Problem statement:
The lines to repeat are those below from the one containing "ctx.lineCap = dash ? 'butt' : 'round';" down to the one containing "M25 137 160", both included; reproduce them exactly and nothing else.

*** Opening of Input ***

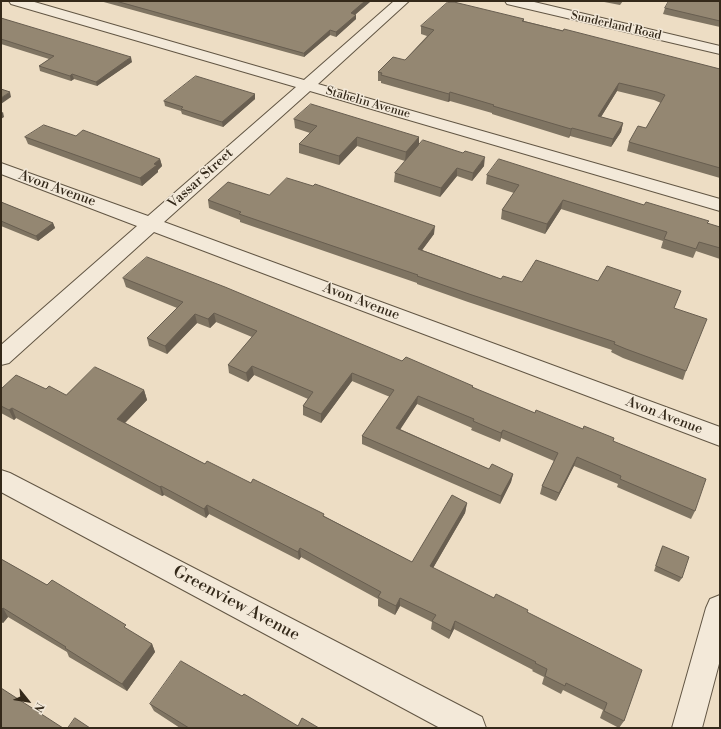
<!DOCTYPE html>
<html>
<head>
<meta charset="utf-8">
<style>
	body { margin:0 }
	#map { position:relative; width:721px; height:729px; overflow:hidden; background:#edddc4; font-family:"Libre Bodoni",serif }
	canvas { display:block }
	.frame { position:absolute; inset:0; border:2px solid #34291a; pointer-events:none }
	.north { position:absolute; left:8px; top:681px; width:40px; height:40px; -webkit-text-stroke:3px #f3e9d9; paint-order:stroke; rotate:120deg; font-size:11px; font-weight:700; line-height:16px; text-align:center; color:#34291a }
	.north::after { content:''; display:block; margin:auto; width:14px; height:18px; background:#34291a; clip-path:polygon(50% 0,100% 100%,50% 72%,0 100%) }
</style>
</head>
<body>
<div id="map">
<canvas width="721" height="729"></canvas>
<div class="frame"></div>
<div class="north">N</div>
</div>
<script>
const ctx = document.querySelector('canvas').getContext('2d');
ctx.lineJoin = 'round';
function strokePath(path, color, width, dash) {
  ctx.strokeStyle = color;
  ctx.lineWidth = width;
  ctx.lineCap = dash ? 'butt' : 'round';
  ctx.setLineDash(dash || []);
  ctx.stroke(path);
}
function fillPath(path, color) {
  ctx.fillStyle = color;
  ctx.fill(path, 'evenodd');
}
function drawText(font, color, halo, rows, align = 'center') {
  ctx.font = font + ' "Libre Bodoni",serif';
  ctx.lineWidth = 3;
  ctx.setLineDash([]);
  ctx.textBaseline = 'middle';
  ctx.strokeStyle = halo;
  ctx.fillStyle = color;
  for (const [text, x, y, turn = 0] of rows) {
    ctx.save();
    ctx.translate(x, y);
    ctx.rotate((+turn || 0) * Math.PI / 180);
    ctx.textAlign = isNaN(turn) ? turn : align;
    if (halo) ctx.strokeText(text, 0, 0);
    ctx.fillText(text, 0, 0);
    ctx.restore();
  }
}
const street = new Path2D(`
	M9 1H31L304 80 394 1H409L318 84 720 199V211L310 91 164 222 720 427V446L154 232 9 363 1 365V345L137 226 1 174V163L148 216 296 87 11 4Z
	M505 1H530L720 46V54L507 4Z
	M1 470 10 473 482 717 486 728H440L1 492Z
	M720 595V660L702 728H672L706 608 710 599Z`);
const wall = new Path2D(`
	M100 1H371L355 15 356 19 336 37 330 35 304 57Z
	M599 1H623L620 5Z
	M720 1V27L663 14 665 8Z
	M1 18 132 62 97 86 74 79 71 81 40 71 39 66 49 59 1 44Z
	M524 19V21L720 69V178L627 151 629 142 646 128 661 103 654 100 617 91 601 117 623 123 621 132 611 147 570 136 569 138 492 114V113L450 101 448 102 381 83V81H378V72L405 60 427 36 421 34V26Z
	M255 94V99L223 127 182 114 181 111 165 106 164 101Z
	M294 119 419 137V145L484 166 472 181 457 176 440 197 394 182 395 173 405 161 357 146 339 165 299 153V144L310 133 295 128Z
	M25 137 160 159 162 166 158 170V172L142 186 28 144Z
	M487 175 644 205 720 227V259L696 251 693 258 661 248 663 241 561 209 545 234 501 219 502 210 514 193 486 184Z
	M269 195 434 234 422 250 501 279 674 308 686 371 683 380 623 358 611 352 612 350 468 302 417 284V283L240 222V220L209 208 208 200Z
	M1 202 53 223 55 228 38 241 1 226Z
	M123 278 402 361 473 386V388L535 413 613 441 695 511 691 519 617 487 618 484 574 466 556 501 540 494 542 486 554 461 501 438 500 442 471 430 472 428 417 404 400 429 489 469 513 474 511 482 500 504 362 444V436L390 397 352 381 321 423 303 415V406L308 399 254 375 248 382 229 373 228 365 252 337 216 322 210 328 197 323 167 354 149 346 147 338 177 308 126 287Z
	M1 389H46L66 395 144 390 147 400 125 423 205 464 251 483 324 516 412 562 467 503 465 513 433 568 494 598 527 612 624 721 619 728 600 718 603 710 563 690 561 694 542 684 544 677 532 671 533 670 454 629 449 639 431 629 432 622 400 606 395 615 378 606V599L301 557 299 560 209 514 206 518 164 495 162 496 16 418 14 420 1 413Z
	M663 546 682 578 679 582 654 571 661 550Z
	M1 559 47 585 128 630 152 644 155 652 127 691 69 657 67 652 8 617 3 623 1 622Z
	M242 696 298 726 319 728H180L154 711 150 704Z`);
const shadedWall = new Path2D(`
	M365 1H371L351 18V13Z
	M356 15V19L336 37V32Z
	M330 30V35L304 57V53Z
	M131 57 132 62 97 86 96 82Z
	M72 74 74 79 71 81 70 76Z
	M619 83 617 91 596 125 598 116Z
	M10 92 11 97 1 104V98Z
	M450 92V101L448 102 449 94Z
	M255 94V99L223 127 222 122Z
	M3 112 4 117 1 119V113Z
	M623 123 621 132 611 147 613 139Z
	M572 128 570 136 569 138 571 129Z
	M357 137V146L339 165V156Z
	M419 137V146L405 161 406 152Z
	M485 157 484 166 472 181 473 173Z
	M160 159 162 166 158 170V172L142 186 140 178 154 164Z
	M457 168V176L440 197 441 188Z
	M563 200 561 209 545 234 547 224Z
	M53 223 55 228 38 241 36 236Z
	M435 226 434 234 417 257 418 249Z
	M214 313 216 322 210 328 208 319Z
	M195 314 197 323 167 354 165 346Z
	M252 366 254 375 248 382 246 373Z
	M352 373V381L321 423V414Z
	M144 390 147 400 120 428 117 419Z
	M418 396 417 404 396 436V428Z
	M12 408 16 418 14 420 9 410Z
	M503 430 500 442 501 433Z
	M577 457 574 466 556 501 559 493Z
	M513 474 511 482 500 504 501 496Z
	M161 486 164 495 162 496 160 487Z
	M467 503 465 513 429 575 430 566Z
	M207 505 209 514 206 518 204 509Z
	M300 548 301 557 299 560 298 552Z
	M400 598V606L395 615 396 606Z
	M3 608 8 617 3 623 1 620V610Z
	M455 621 454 629 449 639 451 631Z
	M152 644 155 652 127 691 122 684Z`);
const building = new Path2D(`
	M116 1H365L351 13 356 15 336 32 330 30 304 53Z
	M669 1H720V21L665 8Z
	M448 2H454L524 19 522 21 563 31 564 29 720 69V168L629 142 638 126 646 128 665 95 657 92 619 83 598 116 623 123 613 139 572 128 571 129 493 106 494 105 450 92 449 94 381 75 382 73 378 72 393 57 405 60 434 30 421 26Z
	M1 18 131 57 96 82 72 74 70 76 39 66 54 56 1 39Z
	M196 76 255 94 222 122 181 109 183 107 164 101Z
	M1 89 10 92 1 98Z
	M311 104 419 137 406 152 357 137 339 156 299 144 317 126 294 119Z
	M44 125 76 136 83 130 160 159 154 164 157 165 140 178 25 137Z
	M423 140 463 153 465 151 485 157 473 173 457 168 441 188 395 173Z
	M499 159 644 205 646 202 709 221 707 223 720 227V248L699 242 696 249 664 239 667 232 563 200 547 224 502 210 519 185 487 175Z
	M287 178 313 186 315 184 435 226 418 249 501 279 503 276 522 282 536 260 598 281 607 266 681 291 674 308 707 319 686 371 626 349 614 344 615 342 469 294 417 276 418 275 239 214 241 212 208 200 228 182 269 195Z
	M1 202 53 223 36 236 1 221Z
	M147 257 225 287 402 361 406 357 473 386 472 387 535 413 536 410 583 429 584 426 614 438 613 441 706 479 695 511 620 479 621 476 577 457 559 493 542 486 558 453 503 430 501 433 473 421 474 419 418 396 396 428 489 469 492 464 513 474 501 496 362 436 394 390 352 373 321 414 303 406 313 392 252 366 246 373 228 365 257 331 214 313 208 319 195 314 165 346 147 338 183 302 123 278Z
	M95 367 144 390 117 419 205 464 207 461 251 483 253 479 324 514 323 516 412 562 452 495 467 503 430 566 494 598 496 594 528 610 527 612 642 670 624 721 604 711 607 703 566 683 565 686 545 676 547 669 535 663 536 662 455 621 451 631 432 621 436 615 400 598 396 606 378 597 381 592 300 548 298 552 207 505 204 509 161 486 160 487 12 408 9 410 1 406V389L16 375 46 389 49 386 66 395Z
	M663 546 689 557 682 578 656 566Z
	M1 559 47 585 52 580 126 625 124 627 152 644 122 684 65 648 66 647 3 608 1 610Z
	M181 661 242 696 244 694 298 726 302 718 319 728H195L194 727 193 728H189L150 704Z
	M1 688 63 728H1Z
	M75 718 90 728H68Z`);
const farStreetnames = [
	["Sunderland Road",616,26,13],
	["Stahelin Avenue",368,103,16]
];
const streetNames = [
	["Vassar Street",201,179,-42],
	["Avon Avenue",57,189,20],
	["Avon Avenue",361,302,21],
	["Avon Avenue",664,416,21]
];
const nearStreetnames = [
	["Greenview Avenue",236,604,28]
];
strokePath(street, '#625644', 2);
fillPath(street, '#f3e9d9');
fillPath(wall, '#7f7462');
fillPath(shadedWall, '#685e50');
fillPath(building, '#948772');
strokePath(building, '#685e50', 1);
drawText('12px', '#34291a', '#f3e9d9', farStreetnames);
drawText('14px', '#34291a', '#f3e9d9', streetNames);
drawText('17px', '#34291a', '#f3e9d9', nearStreetnames);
</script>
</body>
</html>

*** Close of Input ***

Task response:
  ctx.lineCap = dash ? 'butt' : 'round';
  ctx.setLineDash(dash || []);
  ctx.stroke(path);
}
function fillPath(path, color) {
  ctx.fillStyle = color;
  ctx.fill(path, 'evenodd');
}
function drawText(font, color, halo, rows, align = 'center') {
  ctx.font = font + ' "Libre Bodoni",serif';
  ctx.lineWidth = 3;
  ctx.setLineDash([]);
  ctx.textBaseline = 'middle';
  ctx.strokeStyle = halo;
  ctx.fillStyle = color;
  for (const [text, x, y, turn = 0] of rows) {
    ctx.save();
    ctx.translate(x, y);
    ctx.rotate((+turn || 0) * Math.PI / 180);
    ctx.textAlign = isNaN(turn) ? turn : align;
    if (halo) ctx.strokeText(text, 0, 0);
    ctx.fillText(text, 0, 0);
    ctx.restore();
  }
}
const street = new Path2D(`
	M9 1H31L304 80 394 1H409L318 84 720 199V211L310 91 164 222 720 427V446L154 232 9 363 1 365V345L137 226 1 174V163L148 216 296 87 11 4Z
	M505 1H530L720 46V54L507 4Z
	M1 470 10 473 482 717 486 728H440L1 492Z
	M720 595V660L702 728H672L706 608 710 599Z`);
const wall = new Path2D(`
	M100 1H371L355 15 356 19 336 37 330 35 304 57Z
	M599 1H623L620 5Z
	M720 1V27L663 14 665 8Z
	M1 18 132 62 97 86 74 79 71 81 40 71 39 66 49 59 1 44Z
	M524 19V21L720 69V178L627 151 629 142 646 128 661 103 654 100 617 91 601 117 623 123 621 132 611 147 570 136 569 138 492 114V113L450 101 448 102 381 83V81H378V72L405 60 427 36 421 34V26Z
	M255 94V99L223 127 182 114 181 111 165 106 164 101Z
	M294 119 419 137V145L484 166 472 181 457 176 440 197 394 182 395 173 405 161 357 146 339 165 299 153V144L310 133 295 128Z
	M25 137 160 159 162 166 158 170V172L142 186 28 144Z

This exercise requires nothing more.